EXERCISE AIM: Every line from the one containing "Describe the picture" to the end of the records below, written out word for word, is the whole answer.

=== Begin Enclosure ===

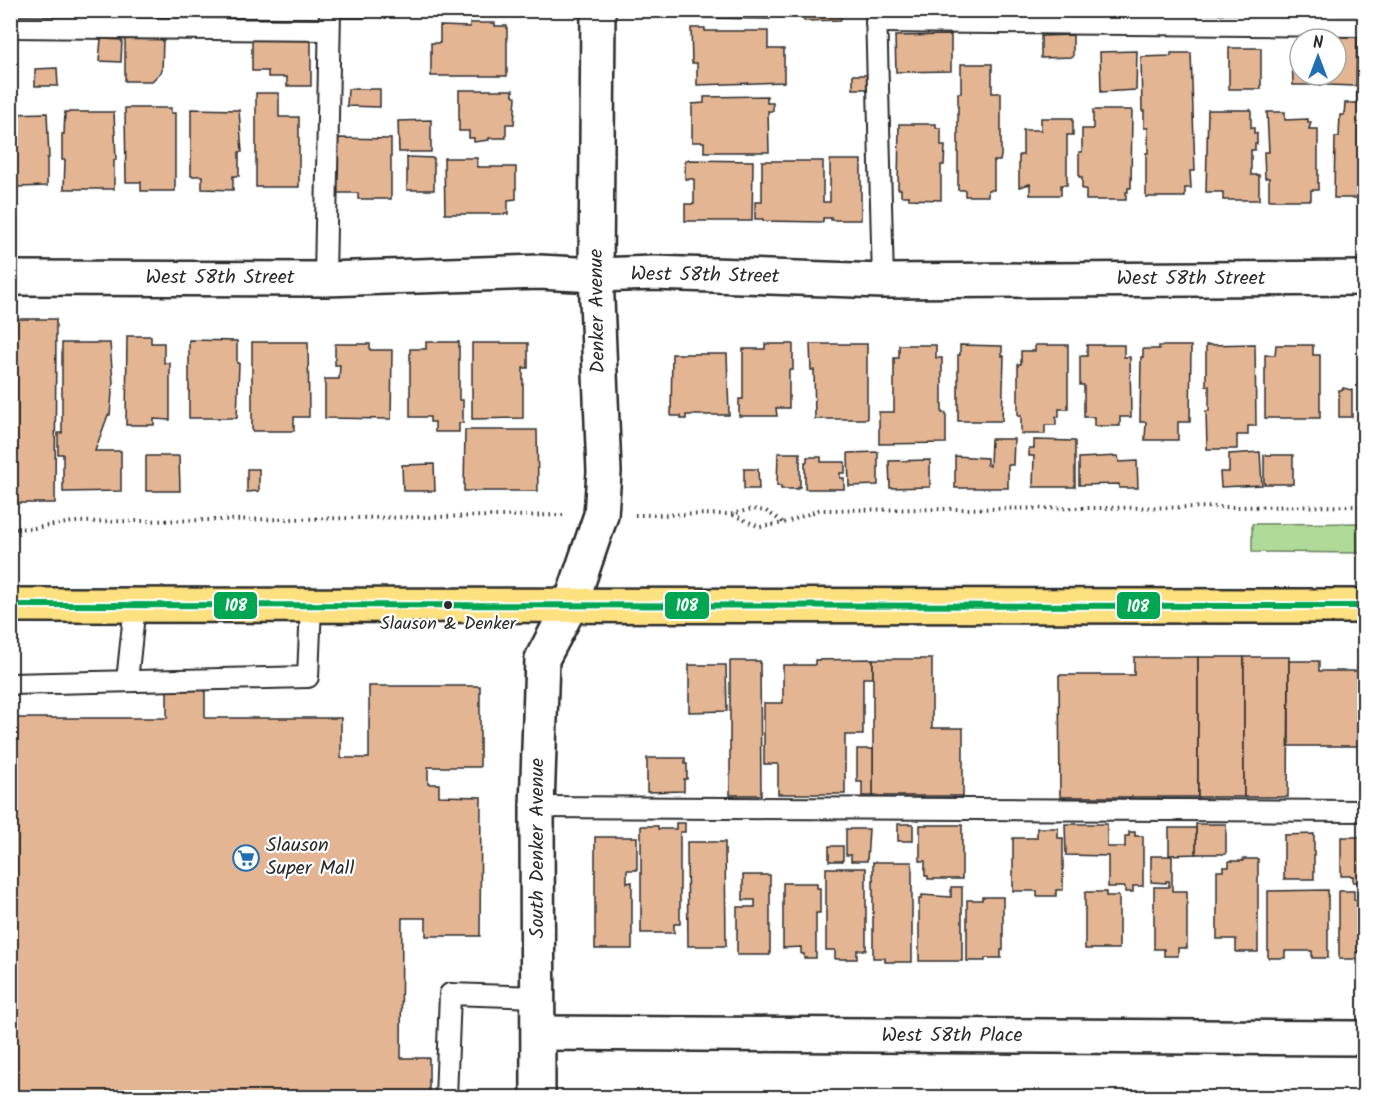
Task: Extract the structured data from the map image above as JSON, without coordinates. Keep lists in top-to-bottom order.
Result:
{
  "streets": {
    "street": [
      "West 58th Street",
      "Denker Avenue",
      "South Denker Avenue",
      "West 58th Place"
    ]
  },
  "crossings": [
    ["West 58th Street", "Denker Avenue"],
    ["Denker Avenue", "South Denker Avenue"],
    ["South Denker Avenue", "West 58th Place"]
  ],
  "places": {
    "other": ["Slauson & Denker"],
    "supermarket": ["Slauson Super Mall"]
  },
  "lines": ["transit line 108"],
  "north": "top"
}
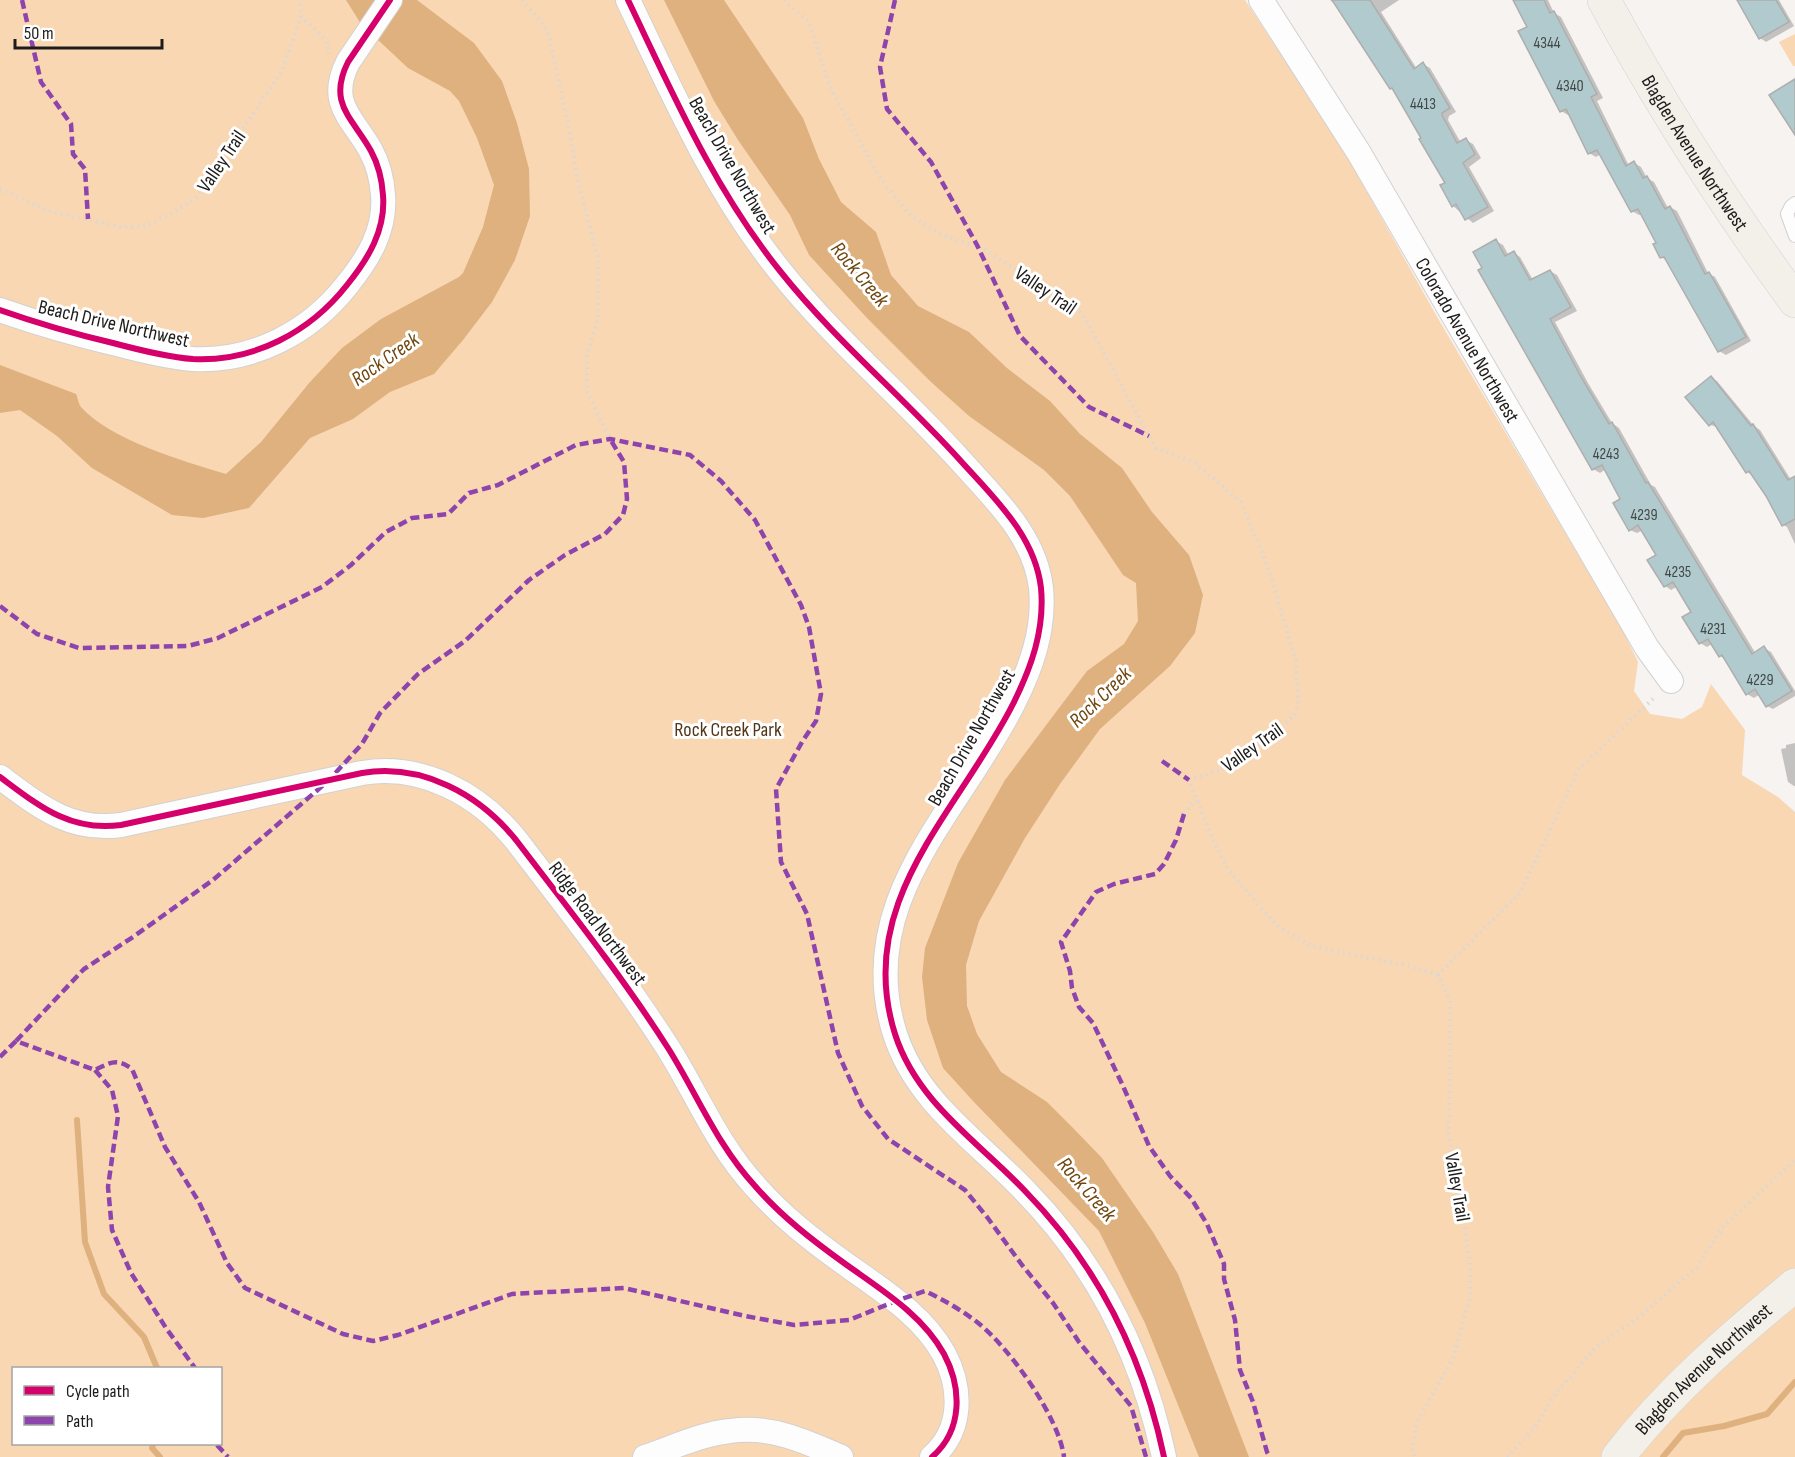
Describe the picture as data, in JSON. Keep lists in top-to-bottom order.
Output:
{
  "streets": {
    "main road": ["Blagden Avenue Northwest"],
    "street": ["Beach Drive Northwest", "Colorado Avenue Northwest", "Ridge Road Northwest"],
    "path": ["Valley Trail"]
  },
  "water": ["Rock Creek"],
  "parks": ["Rock Creek Park"],
  "house_numbers": [
    "4344",
    "4340",
    "4413",
    "4243",
    "4239",
    "4235",
    "4231",
    "4229"
  ],
  "legend": ["Cycle path", "Path"],
  "scale_bar": "50 m"
}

=== End Enclosure ===

RESULT OF THIS EXERCISE:
Describe the picture as data, in JSON. Keep lists in top-to-bottom order.
Output:
{
  "streets": {
    "main road": ["Blagden Avenue Northwest"],
    "street": ["Beach Drive Northwest", "Colorado Avenue Northwest", "Ridge Road Northwest"],
    "path": ["Valley Trail"]
  },
  "water": ["Rock Creek"],
  "parks": ["Rock Creek Park"],
  "house_numbers": [
    "4344",
    "4340",
    "4413",
    "4243",
    "4239",
    "4235",
    "4231",
    "4229"
  ],
  "legend": ["Cycle path", "Path"],
  "scale_bar": "50 m"
}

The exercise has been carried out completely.